Unsolved
1 Rookie
•
8 Posts
0
42
s4810 LACPDUs topsy-curvy behavior
Got two s4810 switches in a stack (OS 9.14), connected to a NAS with an Intel XL710-QDA2 NIC.
Dual 40Gbps DACs , each cable to each switch, in a dynamic (LACP) LAG.
I've been experiencing sporadic but recurring connection drops (every 4-90 hours).
Saw this article:
Not sure if what I see constitutes "ungrouping" (I see the Fo interfaces "exiting" the port-channel, it goes down, and 1 second later they return), but it sure seemed worth to try.
The thing is, I'm seeing the opposite behavior of what the article describes:
Without LACP long-timeout, the received PDU's have been slightly more than transmitted:
LACP PDU Marker PDU Unknown Illegal
Port Xmit Recv Xmit Recv Rx Rx
-----------------------------------------------------------------------------
Fo 0/56 9050571 9365818 0 0 0 0
Fo 1/56 9050563 9365811 0 0 0 0
And after enabling long-timeout:
interface Port-channel 56
no ip address
switchport
lacp long-timeout
no shutdown
!
…It appears that that the Dell switch is sending out way more PDUs than the NIC is returning!
LACP PDU Marker PDU Unknown Illegal
Port Xmit Recv Xmit Recv Rx Rx
-----------------------------------------------------------------------------
Fo 0/56 627 22 0 0 0 0
Fo 1/56 627 22 0 0 0 0
As if the long-timeout command tells the peer device to send less PDUs at the long interval - while the switch keeps shooting 'em out every 1 second. Which is the opposite of what this command should do.
It now comes up to 28.7 seconds per response… which is again just 1 second away from flapping the port-channel interface.
What gives?
DELL-Marco B
Moderator
Moderator
•
3.5K Posts
0
October 6th, 2023 11:44
Hello,
this kind of issue is hard to troubleshoot. At first which is the firmware version of the switch?

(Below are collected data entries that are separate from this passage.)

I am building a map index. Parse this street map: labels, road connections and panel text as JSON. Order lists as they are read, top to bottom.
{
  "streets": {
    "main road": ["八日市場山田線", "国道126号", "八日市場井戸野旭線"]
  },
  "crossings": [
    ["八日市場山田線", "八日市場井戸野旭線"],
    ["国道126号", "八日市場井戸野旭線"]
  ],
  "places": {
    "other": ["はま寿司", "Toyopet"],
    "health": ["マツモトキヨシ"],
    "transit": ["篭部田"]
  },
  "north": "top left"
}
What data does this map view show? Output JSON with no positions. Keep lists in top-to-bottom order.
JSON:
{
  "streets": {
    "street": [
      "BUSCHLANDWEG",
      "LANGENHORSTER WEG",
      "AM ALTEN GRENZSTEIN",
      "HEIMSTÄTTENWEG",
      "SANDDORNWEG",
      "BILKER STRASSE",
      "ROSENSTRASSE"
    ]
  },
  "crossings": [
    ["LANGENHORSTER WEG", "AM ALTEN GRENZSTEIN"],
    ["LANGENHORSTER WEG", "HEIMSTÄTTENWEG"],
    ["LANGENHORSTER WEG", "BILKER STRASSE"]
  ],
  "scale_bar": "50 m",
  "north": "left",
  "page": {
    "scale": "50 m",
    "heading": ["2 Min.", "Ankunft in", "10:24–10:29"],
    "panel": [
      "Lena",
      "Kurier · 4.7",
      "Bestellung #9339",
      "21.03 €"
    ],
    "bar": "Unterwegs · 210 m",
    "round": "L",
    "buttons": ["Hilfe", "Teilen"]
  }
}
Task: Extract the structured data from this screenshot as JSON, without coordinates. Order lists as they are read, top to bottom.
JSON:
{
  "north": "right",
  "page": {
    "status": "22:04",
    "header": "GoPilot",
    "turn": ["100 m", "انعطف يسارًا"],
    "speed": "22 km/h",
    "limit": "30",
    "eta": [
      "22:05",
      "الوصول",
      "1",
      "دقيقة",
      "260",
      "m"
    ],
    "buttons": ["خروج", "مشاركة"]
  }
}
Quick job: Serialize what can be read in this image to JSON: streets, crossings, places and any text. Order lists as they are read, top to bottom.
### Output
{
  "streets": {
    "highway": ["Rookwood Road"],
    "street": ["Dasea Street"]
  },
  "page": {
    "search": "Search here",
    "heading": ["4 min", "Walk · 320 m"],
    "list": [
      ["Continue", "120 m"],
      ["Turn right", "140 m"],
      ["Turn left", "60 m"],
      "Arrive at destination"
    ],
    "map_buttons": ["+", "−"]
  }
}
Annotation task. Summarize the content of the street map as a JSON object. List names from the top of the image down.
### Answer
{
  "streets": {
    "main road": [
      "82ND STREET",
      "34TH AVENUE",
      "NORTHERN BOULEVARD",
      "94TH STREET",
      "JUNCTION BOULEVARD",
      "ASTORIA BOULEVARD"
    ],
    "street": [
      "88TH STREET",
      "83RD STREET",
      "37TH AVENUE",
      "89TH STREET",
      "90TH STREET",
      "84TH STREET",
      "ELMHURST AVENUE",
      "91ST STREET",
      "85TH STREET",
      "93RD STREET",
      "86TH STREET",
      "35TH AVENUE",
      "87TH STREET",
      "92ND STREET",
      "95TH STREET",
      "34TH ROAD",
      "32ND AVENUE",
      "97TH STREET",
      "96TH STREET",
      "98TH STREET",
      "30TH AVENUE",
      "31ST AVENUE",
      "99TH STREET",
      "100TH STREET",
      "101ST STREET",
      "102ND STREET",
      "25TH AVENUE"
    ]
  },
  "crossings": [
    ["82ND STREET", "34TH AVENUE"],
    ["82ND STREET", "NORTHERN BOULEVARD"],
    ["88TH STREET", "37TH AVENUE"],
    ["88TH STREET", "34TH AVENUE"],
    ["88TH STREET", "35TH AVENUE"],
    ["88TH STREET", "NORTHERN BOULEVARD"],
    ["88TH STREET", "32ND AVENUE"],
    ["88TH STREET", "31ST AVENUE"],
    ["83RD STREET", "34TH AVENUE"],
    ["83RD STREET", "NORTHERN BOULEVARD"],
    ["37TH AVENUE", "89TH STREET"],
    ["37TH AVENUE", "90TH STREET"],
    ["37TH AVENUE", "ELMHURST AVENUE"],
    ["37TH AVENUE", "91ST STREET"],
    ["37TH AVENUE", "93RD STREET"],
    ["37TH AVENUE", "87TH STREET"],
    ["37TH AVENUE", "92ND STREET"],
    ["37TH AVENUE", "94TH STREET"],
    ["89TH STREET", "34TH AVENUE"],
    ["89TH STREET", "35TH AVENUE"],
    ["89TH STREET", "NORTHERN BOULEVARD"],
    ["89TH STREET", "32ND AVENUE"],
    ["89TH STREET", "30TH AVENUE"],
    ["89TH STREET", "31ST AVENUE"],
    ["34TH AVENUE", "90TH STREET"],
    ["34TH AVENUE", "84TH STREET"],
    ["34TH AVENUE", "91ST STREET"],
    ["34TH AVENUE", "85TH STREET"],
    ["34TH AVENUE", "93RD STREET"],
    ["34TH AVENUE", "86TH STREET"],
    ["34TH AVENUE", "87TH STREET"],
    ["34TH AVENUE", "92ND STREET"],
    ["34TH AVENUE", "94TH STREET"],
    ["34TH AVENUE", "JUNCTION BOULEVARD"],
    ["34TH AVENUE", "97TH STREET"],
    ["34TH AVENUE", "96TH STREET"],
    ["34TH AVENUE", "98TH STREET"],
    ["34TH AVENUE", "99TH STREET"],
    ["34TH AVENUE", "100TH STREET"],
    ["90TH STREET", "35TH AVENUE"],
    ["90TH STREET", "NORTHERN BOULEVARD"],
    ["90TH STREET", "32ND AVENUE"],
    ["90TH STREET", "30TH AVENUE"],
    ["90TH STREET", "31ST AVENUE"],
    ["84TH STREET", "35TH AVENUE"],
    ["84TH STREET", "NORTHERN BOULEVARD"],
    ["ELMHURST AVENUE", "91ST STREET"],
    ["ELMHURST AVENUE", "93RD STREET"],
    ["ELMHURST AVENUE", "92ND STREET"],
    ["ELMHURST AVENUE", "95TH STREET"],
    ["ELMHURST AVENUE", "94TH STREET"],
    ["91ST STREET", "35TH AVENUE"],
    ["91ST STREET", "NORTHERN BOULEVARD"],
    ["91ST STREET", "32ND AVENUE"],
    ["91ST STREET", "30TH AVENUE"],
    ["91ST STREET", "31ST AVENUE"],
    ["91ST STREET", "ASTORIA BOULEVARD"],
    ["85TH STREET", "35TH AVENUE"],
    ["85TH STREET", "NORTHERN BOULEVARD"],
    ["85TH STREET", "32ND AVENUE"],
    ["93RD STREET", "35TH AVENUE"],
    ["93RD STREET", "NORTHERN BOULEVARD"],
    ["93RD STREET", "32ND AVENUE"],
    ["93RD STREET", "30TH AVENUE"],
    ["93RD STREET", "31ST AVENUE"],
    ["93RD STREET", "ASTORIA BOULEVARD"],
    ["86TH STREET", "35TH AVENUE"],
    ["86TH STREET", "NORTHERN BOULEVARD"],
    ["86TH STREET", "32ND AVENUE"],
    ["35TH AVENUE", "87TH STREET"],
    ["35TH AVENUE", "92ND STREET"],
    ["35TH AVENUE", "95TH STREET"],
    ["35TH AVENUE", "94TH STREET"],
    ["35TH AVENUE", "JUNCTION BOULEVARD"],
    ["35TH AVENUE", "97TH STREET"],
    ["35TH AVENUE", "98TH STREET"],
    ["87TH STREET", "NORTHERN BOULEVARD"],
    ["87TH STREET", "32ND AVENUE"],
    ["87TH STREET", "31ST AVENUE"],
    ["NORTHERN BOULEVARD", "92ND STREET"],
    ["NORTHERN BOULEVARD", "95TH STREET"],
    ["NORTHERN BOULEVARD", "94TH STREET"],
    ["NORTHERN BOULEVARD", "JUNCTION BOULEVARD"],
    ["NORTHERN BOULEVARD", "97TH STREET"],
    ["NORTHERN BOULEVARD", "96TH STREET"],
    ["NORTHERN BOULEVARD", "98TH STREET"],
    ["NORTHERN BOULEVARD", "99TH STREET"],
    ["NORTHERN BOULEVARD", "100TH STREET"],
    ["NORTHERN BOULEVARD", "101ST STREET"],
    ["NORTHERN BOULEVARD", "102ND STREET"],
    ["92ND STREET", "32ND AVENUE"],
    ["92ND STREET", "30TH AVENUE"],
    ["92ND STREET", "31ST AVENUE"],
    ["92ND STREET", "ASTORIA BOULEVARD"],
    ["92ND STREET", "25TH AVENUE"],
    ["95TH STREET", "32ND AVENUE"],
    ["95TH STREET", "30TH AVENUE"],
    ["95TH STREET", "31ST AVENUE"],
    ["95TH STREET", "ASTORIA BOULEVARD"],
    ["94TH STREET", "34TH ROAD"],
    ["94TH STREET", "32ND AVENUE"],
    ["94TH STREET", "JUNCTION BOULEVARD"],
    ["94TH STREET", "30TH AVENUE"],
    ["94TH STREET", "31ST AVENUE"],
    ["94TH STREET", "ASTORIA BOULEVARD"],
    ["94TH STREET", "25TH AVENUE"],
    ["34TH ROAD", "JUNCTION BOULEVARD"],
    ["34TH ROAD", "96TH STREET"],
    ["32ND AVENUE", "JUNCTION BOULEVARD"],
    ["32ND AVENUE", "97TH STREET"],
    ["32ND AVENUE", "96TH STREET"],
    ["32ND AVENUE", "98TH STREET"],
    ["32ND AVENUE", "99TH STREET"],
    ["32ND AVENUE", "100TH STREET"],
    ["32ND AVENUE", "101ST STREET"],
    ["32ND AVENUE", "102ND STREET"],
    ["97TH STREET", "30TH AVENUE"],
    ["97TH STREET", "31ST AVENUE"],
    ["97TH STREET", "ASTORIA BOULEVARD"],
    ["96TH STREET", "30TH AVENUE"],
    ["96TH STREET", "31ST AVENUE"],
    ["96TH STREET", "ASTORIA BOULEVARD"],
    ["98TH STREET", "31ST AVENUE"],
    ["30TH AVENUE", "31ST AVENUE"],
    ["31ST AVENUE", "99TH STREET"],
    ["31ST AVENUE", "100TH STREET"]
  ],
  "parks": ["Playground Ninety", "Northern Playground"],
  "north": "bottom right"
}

Regarding the timeout option, about the timeout, the longer the timeout, the more PDUs are sent
PDUs are transmitted at either a slow or fast transmission rate, depending upon the LACP timeout value. The timeout value is the amount of time that a LAG interface waits for a PDU from the remote system before bringing the LACP session down. The default timeout value is 1 second. You can configure the default timeout value to be 30 seconds. Invoking the longer timeout might prevent the LAG from flapping if the remote system is up but temporarily unable to transmit PDUs due to a system interruption.
MediaComposer
1 Rookie
1 Rookie
•
8 Posts
0
October 6th, 2023 20:06
Based on what you're saying, though, the longer the timeout, the less PDUs are sent, no? This is the issue or confusion at the heart of this.
If we swap the timeout from fast (1 second) to slow (30 seconds), and that makes PDUs transmit at a slow rate, then the switch will send 1 PDU every 30 seconds instead of 1 second, no?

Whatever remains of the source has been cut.